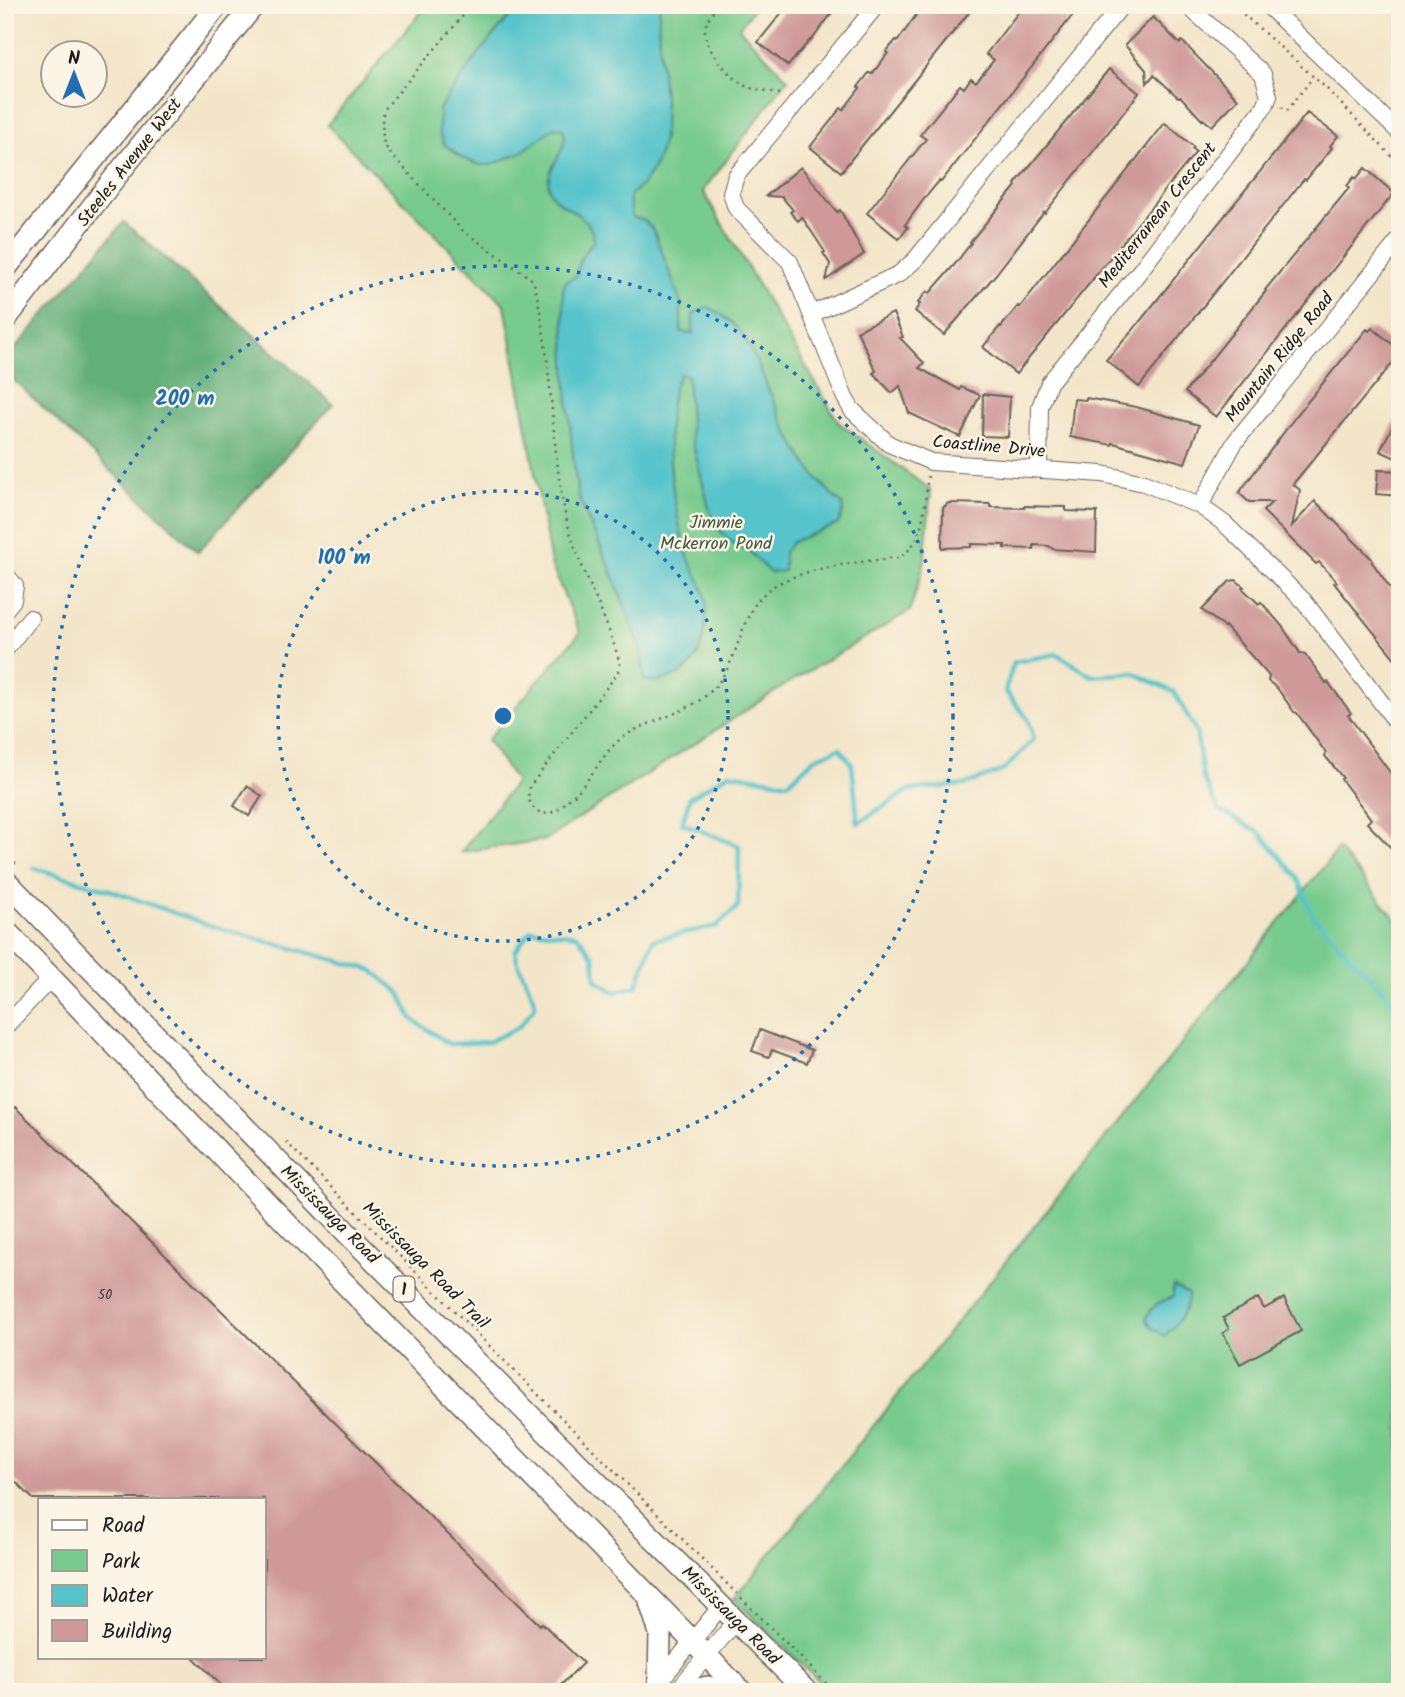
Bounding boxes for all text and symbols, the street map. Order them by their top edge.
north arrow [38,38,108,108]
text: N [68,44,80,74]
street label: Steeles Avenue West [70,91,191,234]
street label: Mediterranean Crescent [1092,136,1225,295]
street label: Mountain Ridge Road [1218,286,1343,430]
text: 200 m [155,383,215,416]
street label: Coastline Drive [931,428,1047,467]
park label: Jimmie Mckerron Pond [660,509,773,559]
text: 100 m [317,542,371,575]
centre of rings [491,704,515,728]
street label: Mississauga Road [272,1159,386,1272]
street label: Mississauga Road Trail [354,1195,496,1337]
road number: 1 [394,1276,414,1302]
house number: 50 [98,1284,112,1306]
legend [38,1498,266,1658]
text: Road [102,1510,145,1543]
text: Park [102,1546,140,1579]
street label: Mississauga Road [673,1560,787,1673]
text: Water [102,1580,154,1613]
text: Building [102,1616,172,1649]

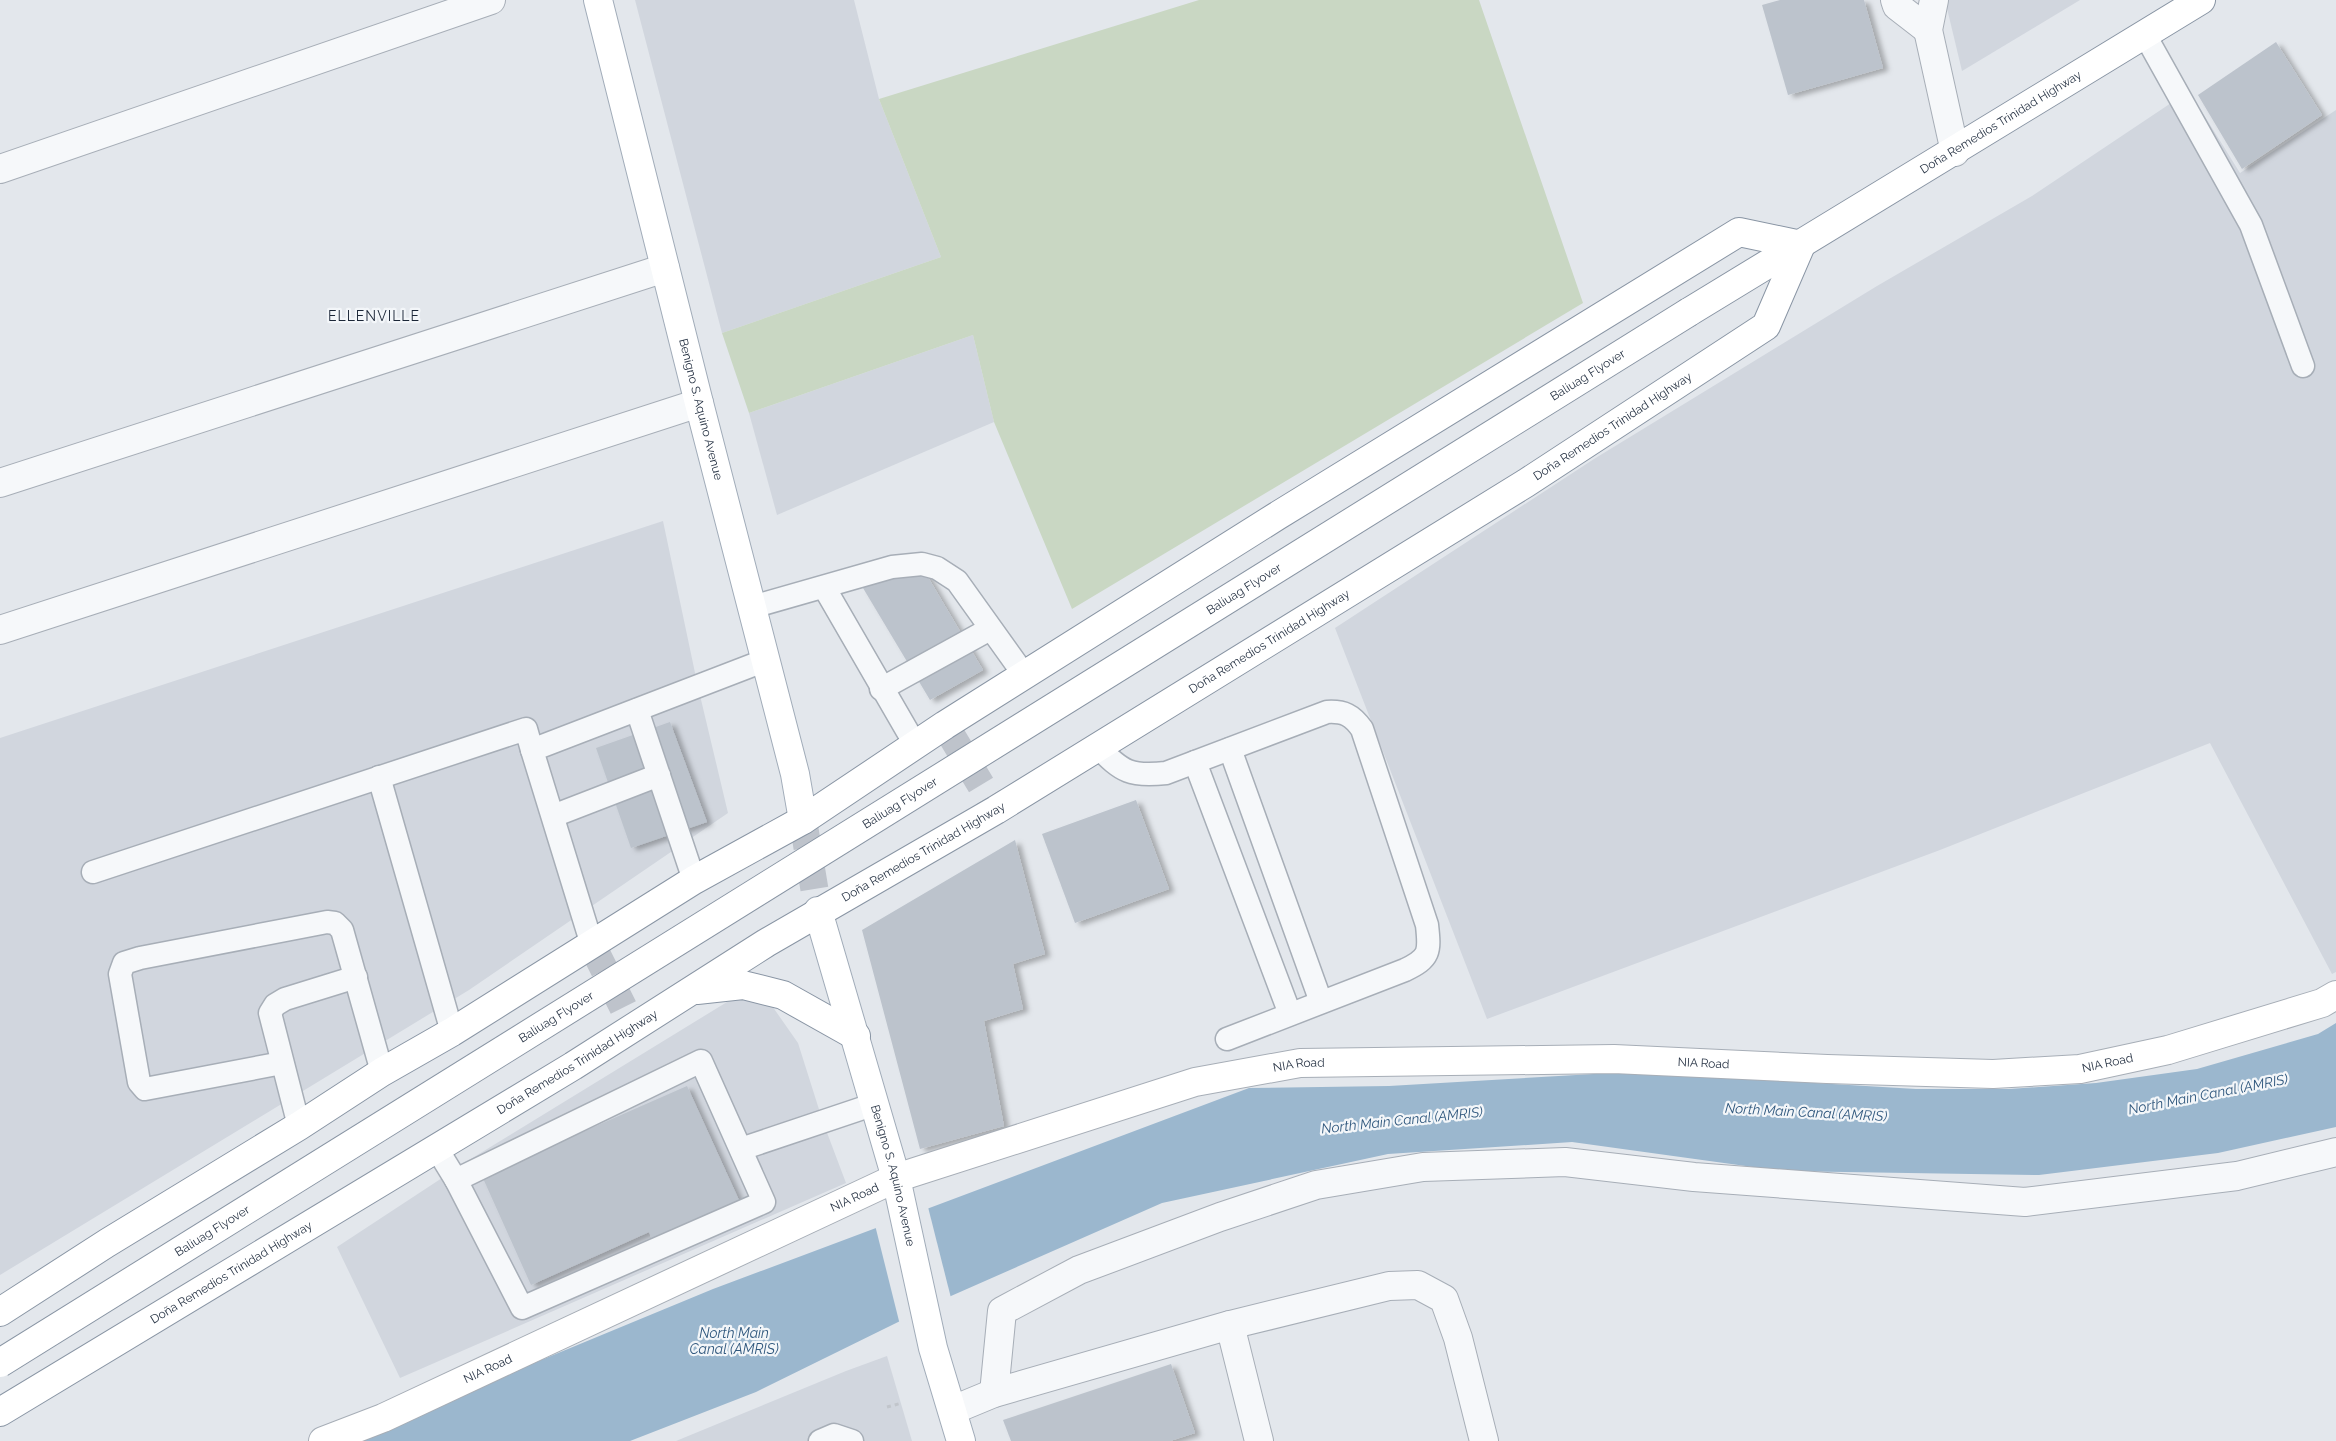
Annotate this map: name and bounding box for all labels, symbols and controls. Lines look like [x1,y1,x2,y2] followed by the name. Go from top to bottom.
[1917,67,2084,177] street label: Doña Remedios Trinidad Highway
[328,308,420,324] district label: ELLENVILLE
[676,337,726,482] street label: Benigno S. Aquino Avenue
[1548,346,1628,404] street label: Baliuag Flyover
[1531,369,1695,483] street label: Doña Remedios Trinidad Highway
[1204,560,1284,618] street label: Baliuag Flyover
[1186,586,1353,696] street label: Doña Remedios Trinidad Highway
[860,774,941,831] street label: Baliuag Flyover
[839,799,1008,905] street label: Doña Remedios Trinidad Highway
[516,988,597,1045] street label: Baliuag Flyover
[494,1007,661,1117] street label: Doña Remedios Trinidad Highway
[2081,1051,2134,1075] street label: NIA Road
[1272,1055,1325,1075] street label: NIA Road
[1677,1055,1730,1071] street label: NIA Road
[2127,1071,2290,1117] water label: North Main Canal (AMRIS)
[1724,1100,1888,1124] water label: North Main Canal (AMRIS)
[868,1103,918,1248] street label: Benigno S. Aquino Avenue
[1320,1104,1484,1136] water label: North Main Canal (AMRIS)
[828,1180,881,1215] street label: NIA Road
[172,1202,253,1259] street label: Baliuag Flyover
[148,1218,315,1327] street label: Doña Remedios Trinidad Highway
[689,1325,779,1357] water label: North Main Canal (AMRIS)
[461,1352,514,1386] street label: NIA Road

---+---

__Exercise prompt__
Your answer should be the lines from the one that contains "Annotate this map: name" through the last line of the material, copied exactly.

__Task result__
Annotate this map: name and bounding box for all labels, symbols and controls. Lines look like [x1,y1,x2,y2] followed by the name. Go from top to bottom.
[1917,67,2084,177] street label: Doña Remedios Trinidad Highway
[328,308,420,324] district label: ELLENVILLE
[676,337,726,482] street label: Benigno S. Aquino Avenue
[1548,346,1628,404] street label: Baliuag Flyover
[1531,369,1695,483] street label: Doña Remedios Trinidad Highway
[1204,560,1284,618] street label: Baliuag Flyover
[1186,586,1353,696] street label: Doña Remedios Trinidad Highway
[860,774,941,831] street label: Baliuag Flyover
[839,799,1008,905] street label: Doña Remedios Trinidad Highway
[516,988,597,1045] street label: Baliuag Flyover
[494,1007,661,1117] street label: Doña Remedios Trinidad Highway
[2081,1051,2134,1075] street label: NIA Road
[1272,1055,1325,1075] street label: NIA Road
[1677,1055,1730,1071] street label: NIA Road
[2127,1071,2290,1117] water label: North Main Canal (AMRIS)
[1724,1100,1888,1124] water label: North Main Canal (AMRIS)
[868,1103,918,1248] street label: Benigno S. Aquino Avenue
[1320,1104,1484,1136] water label: North Main Canal (AMRIS)
[828,1180,881,1215] street label: NIA Road
[172,1202,253,1259] street label: Baliuag Flyover
[148,1218,315,1327] street label: Doña Remedios Trinidad Highway
[689,1325,779,1357] water label: North Main Canal (AMRIS)
[461,1352,514,1386] street label: NIA Road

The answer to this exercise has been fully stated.